Which lines in the data below contain the word "halo"? Copy each of them.

=== EXTRACTED DATA ===

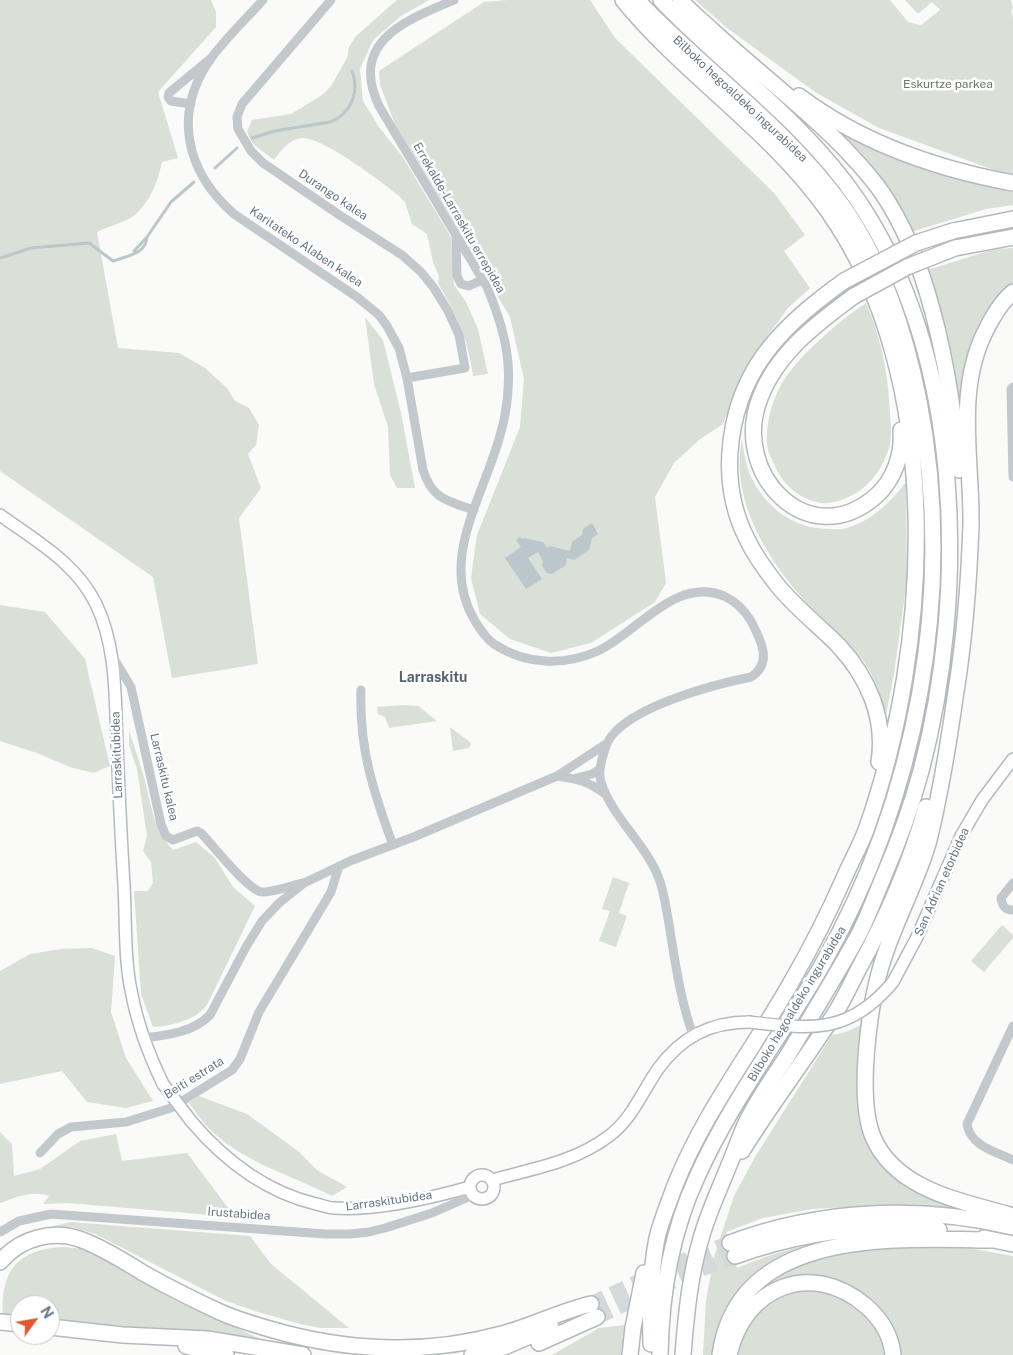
<!DOCTYPE html>
<html>
<head>
<meta charset="utf-8">
<style>
	body { margin:0 }
	#map { position:relative; width:1013px; height:1355px; overflow:hidden; background:#fafaf8; font-family:"Public Sans",sans-serif }
	canvas { display:block }
	.north { position:absolute; left:10px; top:1295px; width:50px; height:50px; box-sizing:border-box; background:#fff; border:1px solid #c1c8cd; border-radius:50%; rotate:58deg; font-size:14px; font-weight:700; line-height:20px; text-align:center; color:#657683 }
	.north::after { content:''; display:block; margin:auto; width:18px; height:22px; background:#e4572e; clip-path:polygon(50% 0,100% 100%,50% 72%,0 100%) }
</style>
</head>
<body>
<div id="map">
<canvas width="1013" height="1355"></canvas>
<div class="north">N</div>
</div>
<script>
const context = document.querySelector('canvas').getContext('2d');
context.lineJoin = 'round';
function paint(path, color) { context.fillStyle = color; context.fill(path, 'evenodd'); }
function trace(path, color, width, dash) { context.strokeStyle = color; context.lineWidth = width; context.lineCap = dash ? 'butt' : 'round'; context.setLineDash(dash || []); context.stroke(path); }
function label(font, color, halo, rows, align = 'center') {
  context.font = font + ' "Public Sans",sans-serif'; context.lineWidth = 5; context.setLineDash([]); context.textBaseline = 'middle'; context.strokeStyle = halo; context.fillStyle = color; for (const [text, x, y, turn = 0] of rows) {
    context.save(); context.translate(x, y); context.rotate((+turn || 0) * Math.PI / 180); context.textAlign = isNaN(turn) ? turn : align; if (halo) context.strokeText(text, 0, 0); context.fillText(text, 0, 0); context.restore();
  }
}
paint(new Path2D(`
	M 0,0 L 211,0 L 216,12 L 216,27 L 158,92 L 178,158 L 162,162 C 158,180 151,200 136,214 C 129,221 107,227 97,232 L 118,348 L 179,353 L 205,368 L 227,388 L 235,401 L 249,408 L 259,425 L 256,445 L 248,454 L 261,488 L 239,518 L 258,664 L 172,678 L 153,577 L 0,471 Z
	M 397,0 L 429,0 L 401,16 L 373,40 L 360,69 L 363,101 L 379,127 L 402,156 L 451,237 L 454,285 L 466,302 L 478,329 L 488,374 L 473,376 C 469,342 455,312 438,283 L 439,276 L 433,262 L 427,234 L 412,224 L 405,202 L 398,195 C 380,181 322,136 301,138 C 288,140 281,151 274,160 L 253,144 L 247,132 L 252,120 L 291,114 L 322,95 L 331,86 L 347,58 L 349,47 L 356,36 Z
	M 508,0 L 590,0 L 615,38 L 774,193 L 805,235 L 784,251 L 810,288 L 788,308 L 769,334 L 747,369 L 732,401 L 723,424 L 699,440 L 674,463 L 655,497 L 666,583 L 655,602 L 591,643 L 551,653 L 510,639 L 480,614 L 471,578 L 477,535 L 520,427 L 524,379 L 510,317 L 395,124 L 380,85 L 379,71 L 484,2 Z
	M 695,0 L 890,0 L 908,22 L 921,25 L 940,10 L 932,2 L 919,13 L 917,13 L 905,0 L 1011,0 L 1013,8 L 1011,10 L 1013,18 L 1013,174 L 997,171 L 879,128 L 815,92 L 727,28 Z
	M 820,119 L 880,151 L 938,174 L 1013,192 L 1013,205 L 986,209 L 911,232 C 893,199 876,165 848,140 C 840,132 829,126 820,119 Z
	M 1013,248 L 1013,282 C 1007,288 1000,294 994,301 C 968,332 964,373 959,411 L 927,270 L 995,249 Z
	M 866,303 C 882,341 888,373 890,413 C 891,425 892,440 888,451 C 883,467 871,484 856,493 C 846,499 829,506 817,502 C 796,497 782,483 774,464 C 772,459 769,454 768,450 C 764,432 771,403 780,387 C 794,359 840,320 866,303 Z
	M 365,317 L 383,340 L 401,413 L 415,488 L 397,488 L 390,475 L 388,427 L 374,384 Z
	M 742,439 C 744,455 747,472 756,486 C 772,513 800,530 832,529 C 836,529 842,530 847,528 C 871,521 891,502 906,482 L 907,579 L 894,674 L 886,715 C 881,696 875,678 864,662 C 854,649 841,639 829,627 C 781,578 728,512 742,439 Z
	M 0,605 L 45,612 L 85,659 L 110,766 L 93,773 L 70,767 L 37,753 L 0,741 Z
	M 405,705 L 418,706 L 437,721 L 389,728 L 385,717 L 378,714 L 377,707 Z
	M 450,727 L 470,742 L 471,744 L 469,748 L 453,751 Z
	M 129,731 C 135,748 140,764 145,781 C 151,805 154,830 173,850 L 196,842 L 215,858 L 233,887 L 255,906 L 207,1005 C 196,1020 171,1026 153,1027 L 141,994 L 134,891 L 148,891 L 153,883 L 151,862 L 143,851 L 147,836 L 137,769 L 129,745 Z
	M 613,877 L 629,883 L 619,913 L 627,916 L 616,947 L 599,941 L 610,911 L 602,909 Z
	M 1002,925 L 1013,935 L 1013,938 L 984,972 L 971,961 Z
	M 92,948 L 115,956 L 111,1012 L 126,1058 L 153,1101 L 126,1108 L 87,1102 L 62,1071 L 0,1084 L 0,971 L 30,954 L 61,949 Z
	M 867,1022 L 860,1115 L 864,1135 L 873,1153 L 888,1171 L 909,1187 L 978,1212 L 892,1205 L 812,1209 L 763,1218 L 726,1232 L 737,1268 C 770,1254 798,1246 832,1240 L 751,1280 L 739,1292 L 728,1309 L 718,1334 L 714,1355 L 703,1355 L 706,1300 L 714,1257 L 734,1196 L 755,1157 L 832,1035 L 846,1032 Z
	M 199,1096 L 247,1114 L 298,1151 L 317,1170 L 347,1187 L 332,1196 C 293,1176 249,1164 216,1135 C 205,1126 197,1114 189,1103 Z
	M 0,1132 L 12,1144 L 14,1176 L 40,1169 L 80,1141 L 116,1134 L 122,1161 L 187,1153 L 235,1217 L 67,1203 L 43,1204 L 49,1196 C 33,1190 16,1197 0,1203 Z
	M 70,1222 L 250,1236 L 271,1264 L 349,1328 L 321,1328 L 300,1324 L 258,1312 L 226,1301 L 95,1234 L 71,1227 L 50,1227 Z
	M 922,1245 L 963,1247 L 1013,1256 L 1013,1355 L 737,1355 L 760,1288 L 789,1268 L 818,1258 L 865,1249 Z
	M 64,1247 L 85,1249 L 108,1261 L 174,1300 L 261,1339 L 50,1320 L 50,1305 L 20,1305 L 20,1317 L 3,1316 C 0,1269 19,1249 64,1247 Z
	M 625,1325 L 622,1355 L 552,1355 L 599,1328 Z`), '#dadfd7');
paint(new Path2D(`
	M 592,523 L 598,534 L 592,538 L 589,550 L 574,560 L 567,558 L 566,565 L 552,574 L 547,573 L 542,566 L 543,561 L 538,552 L 528,558 L 542,579 L 526,589 L 505,558 L 521,547 L 516,540 L 520,537 L 522,539 L 524,538 L 543,542 L 547,548 L 550,546 L 570,551 L 572,542 L 582,535 L 583,529 Z`), '#bbc7cb');
trace(new Path2D(`
	M 252,138 L 275,131 L 330,122 C 351,114 360,92 352,71
	M 215,168 L 237,148
	M 134,251 L 147,237 L 171,202 L 194,182
	M 0,258 L 31,248 L 89,243 L 113,261 C 127,256 146,254 147,237`), '#bbc7cb', 3);
trace(new Path2D(`
	M 591,1304 L 678,1263 L 730,1243
	M 597,1317 L 684,1276 L 735,1256`), '#d5d9db', 15, [15, 8]);
const secondary = new Path2D(`
	M 0,515 C 36,541 76,563 96,604 C 117,647 115,699 117,745 C 119,792 121,839 124,885 C 126,921 124,960 132,995 C 138,1026 149,1055 163,1084
	M 893,982 L 917,937 L 961,836 L 982,800 L 1013,759
	M 191,1121 C 224,1160 266,1192 316,1204 C 322,1205 328,1208 334,1208 C 375,1211 431,1198 470,1187
	M470 1187a12 12 0 1 1 24 0a12 12 0 1 1-24 0Z
	M 492,1180 C 532,1169 575,1162 609,1136 C 632,1119 642,1092 658,1069 C 681,1037 710,1022 749,1022`);
const highway = new Path2D(`
	M 623,0 C 685,76 771,130 828,211 C 946,378 932,645 866,830 C 860,846 851,862 844,878 C 829,912 812,946 793,979 C 754,1049 703,1113 674,1188 C 668,1205 661,1221 657,1238 C 650,1275 650,1306 651,1344
	M 637,0 C 703,70 784,125 841,204 C 883,263 905,331 919,401 C 956,592 917,799 821,967 C 780,1038 730,1103 697,1177 C 671,1233 661,1294 660,1355
	M 661,0 C 726,68 804,121 857,199 C 964,356 968,593 921,771 C 911,808 898,843 883,878 C 875,897 868,916 859,934 C 836,976 811,1017 786,1058 C 772,1079 757,1100 746,1123 C 740,1136 735,1151 729,1165 C 720,1188 709,1211 702,1235 C 690,1274 686,1315 683,1355
	M 680,0 C 690,11 702,21 713,31 C 755,70 802,105 843,147 C 859,164 876,182 888,202 C 933,274 952,386 959,470
	M 799,96 C 861,143 937,169 1013,183
	M 953,231 L 1013,219
	M 955,248 L 1013,237
	M 844,281 C 818,300 792,320 771,346 C 728,398 716,478 747,539 C 755,556 766,571 778,586 C 796,608 818,625 838,645 C 868,677 886,718 879,762
	M 1013,292 C 1001,302 993,316 986,330 C 955,390 972,460 971,525 C 969,580 965,636 956,691 C 949,741 941,791 929,840 C 918,880 897,917 884,957 C 870,998 856,1096 873,1137 C 896,1191 963,1201 1013,1216
	M 854,296 C 816,324 777,353 760,398 C 730,474 809,555 876,496 C 894,480 903,454 901,430
	M 742,1151 C 771,1104 804,1061 834,1015 C 843,1001 850,986 857,972 C 886,919 910,865 926,807
	M 984,1238 L 1013,1244
	M 730,1243 C 821,1209 919,1205 1013,1227
	M 735,1256 C 801,1232 869,1223 939,1230
	M 0,1262 C 20,1238 53,1229 82,1240 C 104,1248 125,1262 145,1274 C 170,1288 194,1300 220,1312 C 240,1321 262,1327 284,1333 C 357,1352 429,1354 502,1334 C 532,1326 561,1311 591,1304
	M 1,1322 L 20,1324
	M 50,1327 L 123,1335 L 207,1339 L 303,1355
	M 539,1343 L 597,1317
	M 186,1346 L 226,1355
	M 472,1355 L 504,1347 L 551,1327
	M 630,1355 L 633,1328 L 644,1273
	M 720,1355 C 738,1226 897,1239 994,1240
	M 729,1355 C 744,1287 811,1259 866,1306 C 881,1319 891,1335 893,1355`);
trace(secondary, '#b3babf', 14);
trace(highway, '#b4b9bd', 18);
trace(new Path2D(`
	M 263,0 C 246,19 227,37 212,57 C 172,112 185,171 234,214 L 357,297 L 379,315 L 387,326 L 399,348 L 407,378 L 423,470 C 432,499 447,501 474,510
	M 331,0 L 242,104 L 237,117 L 238,129 L 251,151 L 263,163 L 341,216 L 402,255 L 421,272 L 434,288 L 448,311 L 459,335 L 465,368 L 407,378
	M 454,0 C 404,21 349,42 379,106 L 487,287 C 501,321 511,353 508,389 C 507,415 500,439 491,463 C 473,514 443,568 475,621 C 480,629 486,639 494,644 C 526,665 564,666 598,651 C 637,633 675,576 724,596 C 735,601 745,611 751,621 C 761,640 773,663 751,677 C 712,685 642,704 615,732 C 607,740 605,749 602,759 C 600,766 599,775 601,782 C 612,817 644,842 658,876 C 664,890 666,908 669,924 C 675,961 680,999 693,1035
	M 191,104 L 171,101 L 168,97 L 169,93 L 210,59
	M 456,236 L 457,276 L 461,284 L 469,286 L 482,280
	M 1013,387 L 1011,389 L 1013,477
	M 113,657 L 131,687 L 161,824 L 166,836 L 173,840 L 197,831 L 201,833 C 213,845 247,890 262,892 C 269,893 294,885 303,883
	M 361,690 C 359,748 373,791 393,845
	M 557,776 C 578,779 588,781 605,794
	M 576,778 L 592,774 L 600,769
	M 1013,883 L 1001,898 C 1002,906 1005,910 1013,910
	M 1013,1026 L 967,1124 C 970,1146 996,1152 1013,1160
	M 143,1038 C 167,1035 192,1033 210,1015 L 246,947 L 262,921 L 279,903 L 304,883 L 350,861 L 416,836 L 557,776 L 606,744
	M 40,1153 L 58,1134 L 71,1127 L 126,1122 L 171,1108 L 232,1070 L 240,1059 L 259,1012 L 331,892 L 339,866
	M 0,1232 L 19,1221 L 51,1214 L 325,1234 L 350,1234 L 369,1232 L 385,1228 L 432,1213 L 473,1195`), '#c3c8cc', 9);
trace(secondary, '#fff', 11);
trace(highway, '#fff', 15);
const secondaryBridge = new Path2D(`
	M 749,1022 C 811,1029 849,1035 893,982
	M 163,1084 L 191,1121`);
const highwayBridge = new Path2D(`
	M 844,281 L 916,243 L 953,231
	M 854,296 L 907,267 L 955,248`);
trace(secondaryBridge, '#b3babf', 14, []);
trace(highwayBridge, '#b4b9bd', 18, []);
trace(secondaryBridge, '#fff', 11);
trace(highwayBridge, '#fff', 15);
label('12px', '#687a64', '#fff', [
	["Eskurtze parkea",948,84]
]);
label('12px', '#657683', '#fff', [
	["Bilboko hegoaldeko ingurabidea",740,99,43],
	["Durango kalea",333,195,34],
	["Errekalde-Larraskitu errepidea",459,218,60],
	["Karitateko Alaben kalea",306,247,34],
	["Larraskitubidea",117,755,-92],
	["Larraskitu kalea",164,777,77],
	["San Adrian etorbidea",942,882,-66],
	["Bilboko hegoaldeko ingurabidea",797,1004,-59],
	["Beiti estrata",194,1078,-32],
	["Larraskitubidea",389,1201,-8],
	["Irustabidea",239,1214,4]
]);
label('bold 14px', '#57646e', '#fff', [
	["Larraskitu",433,678]
]);
</script>
</body>
</html>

===

RESPONSE AREA
function label(font, color, halo, rows, align = 'center') {
  context.font = font + ' "Public Sans",sans-serif'; context.lineWidth = 5; context.setLineDash([]); context.textBaseline = 'middle'; context.strokeStyle = halo; context.fillStyle = color; for (const [text, x, y, turn = 0] of rows) {
    context.save(); context.translate(x, y); context.rotate((+turn || 0) * Math.PI / 180); context.textAlign = isNaN(turn) ? turn : align; if (halo) context.strokeText(text, 0, 0); context.fillText(text, 0, 0); context.restore();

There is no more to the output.